Work to be completed. Look through the records and copy every line in which "paint" appears.

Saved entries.
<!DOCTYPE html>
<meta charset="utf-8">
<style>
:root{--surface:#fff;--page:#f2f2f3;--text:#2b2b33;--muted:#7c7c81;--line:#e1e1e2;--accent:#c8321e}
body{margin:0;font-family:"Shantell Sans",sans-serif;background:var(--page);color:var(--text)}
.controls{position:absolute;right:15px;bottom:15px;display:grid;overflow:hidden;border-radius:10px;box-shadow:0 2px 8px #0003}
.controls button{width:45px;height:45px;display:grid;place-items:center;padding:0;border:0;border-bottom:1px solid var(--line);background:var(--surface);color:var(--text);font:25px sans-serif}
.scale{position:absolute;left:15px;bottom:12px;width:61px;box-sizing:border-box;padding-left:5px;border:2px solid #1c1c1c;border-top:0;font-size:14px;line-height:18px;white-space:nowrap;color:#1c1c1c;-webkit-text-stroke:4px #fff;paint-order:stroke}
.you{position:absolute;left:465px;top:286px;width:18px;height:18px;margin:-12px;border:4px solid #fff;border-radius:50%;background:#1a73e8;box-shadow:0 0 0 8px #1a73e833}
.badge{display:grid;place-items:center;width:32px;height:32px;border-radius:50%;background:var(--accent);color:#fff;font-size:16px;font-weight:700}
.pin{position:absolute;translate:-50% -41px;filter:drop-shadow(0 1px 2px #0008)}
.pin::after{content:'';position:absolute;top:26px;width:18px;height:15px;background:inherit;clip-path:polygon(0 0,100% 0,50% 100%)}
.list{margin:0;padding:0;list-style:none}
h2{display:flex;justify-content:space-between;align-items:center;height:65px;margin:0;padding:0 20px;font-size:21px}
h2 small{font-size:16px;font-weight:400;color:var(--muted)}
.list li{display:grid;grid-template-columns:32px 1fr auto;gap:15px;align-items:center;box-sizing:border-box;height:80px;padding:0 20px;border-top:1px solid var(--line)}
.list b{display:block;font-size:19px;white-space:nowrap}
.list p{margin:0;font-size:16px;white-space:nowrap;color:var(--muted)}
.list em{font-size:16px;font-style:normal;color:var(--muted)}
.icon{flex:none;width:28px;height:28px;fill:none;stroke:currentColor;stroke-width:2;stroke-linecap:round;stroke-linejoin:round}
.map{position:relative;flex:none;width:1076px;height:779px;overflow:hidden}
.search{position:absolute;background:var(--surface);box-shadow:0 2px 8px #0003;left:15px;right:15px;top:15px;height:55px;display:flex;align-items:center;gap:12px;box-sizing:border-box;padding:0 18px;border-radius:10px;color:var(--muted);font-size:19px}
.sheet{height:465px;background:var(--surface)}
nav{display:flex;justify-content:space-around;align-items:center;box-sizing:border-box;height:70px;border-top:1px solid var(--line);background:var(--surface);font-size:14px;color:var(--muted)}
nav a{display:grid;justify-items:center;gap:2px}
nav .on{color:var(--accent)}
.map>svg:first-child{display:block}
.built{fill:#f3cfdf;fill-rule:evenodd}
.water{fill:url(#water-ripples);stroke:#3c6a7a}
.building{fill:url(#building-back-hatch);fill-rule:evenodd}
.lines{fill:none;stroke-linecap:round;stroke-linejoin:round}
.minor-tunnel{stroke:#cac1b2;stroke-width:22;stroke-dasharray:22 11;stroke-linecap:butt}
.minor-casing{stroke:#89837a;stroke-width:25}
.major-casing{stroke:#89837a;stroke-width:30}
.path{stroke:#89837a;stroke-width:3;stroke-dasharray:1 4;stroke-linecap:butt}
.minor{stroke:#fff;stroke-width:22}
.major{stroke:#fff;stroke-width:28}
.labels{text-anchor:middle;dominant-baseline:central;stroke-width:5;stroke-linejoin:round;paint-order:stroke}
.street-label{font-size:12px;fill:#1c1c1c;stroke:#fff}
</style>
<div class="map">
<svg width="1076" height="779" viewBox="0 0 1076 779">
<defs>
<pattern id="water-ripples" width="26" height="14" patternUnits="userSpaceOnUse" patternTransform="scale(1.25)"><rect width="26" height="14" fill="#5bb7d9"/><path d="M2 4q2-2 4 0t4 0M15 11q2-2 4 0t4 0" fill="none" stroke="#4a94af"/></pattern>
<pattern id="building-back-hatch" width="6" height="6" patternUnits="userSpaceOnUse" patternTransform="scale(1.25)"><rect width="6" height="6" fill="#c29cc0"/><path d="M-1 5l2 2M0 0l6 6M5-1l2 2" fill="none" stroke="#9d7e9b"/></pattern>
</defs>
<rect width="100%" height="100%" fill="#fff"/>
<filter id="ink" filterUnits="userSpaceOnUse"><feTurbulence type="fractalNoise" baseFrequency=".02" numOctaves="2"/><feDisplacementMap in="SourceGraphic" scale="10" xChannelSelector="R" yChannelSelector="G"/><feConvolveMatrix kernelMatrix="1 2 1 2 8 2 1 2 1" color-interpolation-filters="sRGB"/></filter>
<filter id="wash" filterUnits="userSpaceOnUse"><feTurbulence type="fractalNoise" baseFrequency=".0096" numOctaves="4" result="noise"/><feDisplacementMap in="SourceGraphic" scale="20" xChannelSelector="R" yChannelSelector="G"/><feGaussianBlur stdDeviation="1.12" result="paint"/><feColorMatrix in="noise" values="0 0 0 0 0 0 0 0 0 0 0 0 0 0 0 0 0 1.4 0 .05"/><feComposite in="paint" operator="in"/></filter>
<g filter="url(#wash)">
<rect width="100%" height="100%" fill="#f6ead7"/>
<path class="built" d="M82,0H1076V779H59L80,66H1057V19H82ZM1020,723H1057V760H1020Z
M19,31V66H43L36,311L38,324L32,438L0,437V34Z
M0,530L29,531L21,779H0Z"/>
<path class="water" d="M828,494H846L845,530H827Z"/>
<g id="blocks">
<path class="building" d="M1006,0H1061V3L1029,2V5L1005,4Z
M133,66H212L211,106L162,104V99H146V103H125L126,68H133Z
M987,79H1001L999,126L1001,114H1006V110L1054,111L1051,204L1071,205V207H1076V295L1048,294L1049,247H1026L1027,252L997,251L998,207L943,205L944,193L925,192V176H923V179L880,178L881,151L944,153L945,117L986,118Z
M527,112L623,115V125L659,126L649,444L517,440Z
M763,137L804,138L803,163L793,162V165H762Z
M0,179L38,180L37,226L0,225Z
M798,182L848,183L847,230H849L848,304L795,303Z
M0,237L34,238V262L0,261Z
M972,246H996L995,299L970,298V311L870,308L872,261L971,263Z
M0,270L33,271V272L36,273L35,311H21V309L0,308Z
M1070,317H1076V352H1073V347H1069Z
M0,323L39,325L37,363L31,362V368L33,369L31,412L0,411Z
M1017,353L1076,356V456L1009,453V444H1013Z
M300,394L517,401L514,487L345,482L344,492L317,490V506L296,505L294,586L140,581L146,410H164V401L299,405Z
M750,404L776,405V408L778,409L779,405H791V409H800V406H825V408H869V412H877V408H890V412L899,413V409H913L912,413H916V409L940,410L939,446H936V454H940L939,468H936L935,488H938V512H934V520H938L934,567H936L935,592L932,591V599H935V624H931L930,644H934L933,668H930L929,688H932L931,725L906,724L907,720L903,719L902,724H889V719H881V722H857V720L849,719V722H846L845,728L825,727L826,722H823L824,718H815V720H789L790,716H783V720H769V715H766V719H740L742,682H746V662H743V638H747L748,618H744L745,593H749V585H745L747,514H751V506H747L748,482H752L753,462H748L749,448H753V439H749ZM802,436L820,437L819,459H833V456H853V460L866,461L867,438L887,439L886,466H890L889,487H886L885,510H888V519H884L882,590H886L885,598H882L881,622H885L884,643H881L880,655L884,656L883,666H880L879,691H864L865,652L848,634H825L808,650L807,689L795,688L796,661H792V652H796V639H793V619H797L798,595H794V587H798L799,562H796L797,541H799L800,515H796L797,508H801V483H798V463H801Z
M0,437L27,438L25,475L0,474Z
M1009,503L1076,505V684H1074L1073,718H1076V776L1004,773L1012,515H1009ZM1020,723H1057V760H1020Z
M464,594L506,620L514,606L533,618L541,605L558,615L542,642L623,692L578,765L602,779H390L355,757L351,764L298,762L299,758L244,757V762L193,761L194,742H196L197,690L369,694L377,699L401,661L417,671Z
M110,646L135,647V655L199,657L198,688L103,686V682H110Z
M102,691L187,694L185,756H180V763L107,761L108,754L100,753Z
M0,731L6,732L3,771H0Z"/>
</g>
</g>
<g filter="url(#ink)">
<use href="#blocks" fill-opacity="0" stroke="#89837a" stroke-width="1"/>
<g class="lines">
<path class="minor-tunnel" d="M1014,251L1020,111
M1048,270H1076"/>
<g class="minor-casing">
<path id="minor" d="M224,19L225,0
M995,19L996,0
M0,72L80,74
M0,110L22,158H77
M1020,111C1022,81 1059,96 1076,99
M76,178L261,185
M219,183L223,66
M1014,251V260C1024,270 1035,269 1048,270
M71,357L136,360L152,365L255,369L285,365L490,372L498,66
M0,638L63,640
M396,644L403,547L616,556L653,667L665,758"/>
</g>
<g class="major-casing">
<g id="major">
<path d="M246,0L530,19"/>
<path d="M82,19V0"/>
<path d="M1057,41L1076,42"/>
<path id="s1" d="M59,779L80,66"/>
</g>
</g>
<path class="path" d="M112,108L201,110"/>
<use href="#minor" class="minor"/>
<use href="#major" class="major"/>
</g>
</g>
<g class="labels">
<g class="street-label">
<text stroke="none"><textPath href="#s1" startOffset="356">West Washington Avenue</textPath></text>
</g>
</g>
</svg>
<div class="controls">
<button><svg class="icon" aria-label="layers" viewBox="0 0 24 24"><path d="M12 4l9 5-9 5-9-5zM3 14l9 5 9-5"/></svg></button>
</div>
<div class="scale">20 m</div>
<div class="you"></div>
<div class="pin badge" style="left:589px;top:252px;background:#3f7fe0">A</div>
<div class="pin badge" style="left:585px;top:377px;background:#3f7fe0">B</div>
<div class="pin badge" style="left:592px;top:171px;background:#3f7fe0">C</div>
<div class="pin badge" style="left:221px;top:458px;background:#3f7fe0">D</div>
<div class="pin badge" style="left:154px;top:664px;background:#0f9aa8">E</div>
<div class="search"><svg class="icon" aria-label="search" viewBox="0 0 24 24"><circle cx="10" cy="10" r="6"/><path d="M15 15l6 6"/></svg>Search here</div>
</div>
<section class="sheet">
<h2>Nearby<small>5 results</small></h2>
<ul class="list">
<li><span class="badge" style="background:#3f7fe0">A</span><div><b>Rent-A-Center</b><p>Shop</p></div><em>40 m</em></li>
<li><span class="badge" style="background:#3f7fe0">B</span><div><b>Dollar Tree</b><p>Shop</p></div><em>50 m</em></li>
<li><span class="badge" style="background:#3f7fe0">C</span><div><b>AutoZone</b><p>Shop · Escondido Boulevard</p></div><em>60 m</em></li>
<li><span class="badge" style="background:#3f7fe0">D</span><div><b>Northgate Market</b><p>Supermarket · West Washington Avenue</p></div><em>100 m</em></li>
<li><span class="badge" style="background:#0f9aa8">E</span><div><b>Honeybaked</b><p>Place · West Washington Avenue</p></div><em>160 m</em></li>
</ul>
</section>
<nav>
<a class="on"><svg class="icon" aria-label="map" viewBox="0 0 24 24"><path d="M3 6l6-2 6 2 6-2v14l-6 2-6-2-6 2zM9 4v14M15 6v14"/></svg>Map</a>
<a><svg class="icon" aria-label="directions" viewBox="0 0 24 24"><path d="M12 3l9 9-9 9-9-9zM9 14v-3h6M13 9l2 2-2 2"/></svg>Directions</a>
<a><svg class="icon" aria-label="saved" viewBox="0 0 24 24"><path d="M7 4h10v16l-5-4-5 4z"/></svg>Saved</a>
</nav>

Reply to the task.
.scale{position:absolute;left:15px;bottom:12px;width:61px;box-sizing:border-box;padding-left:5px;border:2px solid #1c1c1c;border-top:0;font-size:14px;line-height:18px;white-space:nowrap;color:#1c1c1c;-webkit-text-stroke:4px #fff;paint-order:stroke}
.labels{text-anchor:middle;dominant-baseline:central;stroke-width:5;stroke-linejoin:round;paint-order:stroke}
<filter id="wash" filterUnits="userSpaceOnUse"><feTurbulence type="fractalNoise" baseFrequency=".0096" numOctaves="4" result="noise"/><feDisplacementMap in="SourceGraphic" scale="20" xChannelSelector="R" yChannelSelector="G"/><feGaussianBlur stdDeviation="1.12" result="paint"/><feColorMatrix in="noise" values="0 0 0 0 0 0 0 0 0 0 0 0 0 0 0 0 0 1.4 0 .05"/><feComposite in="paint" operator="in"/></filter>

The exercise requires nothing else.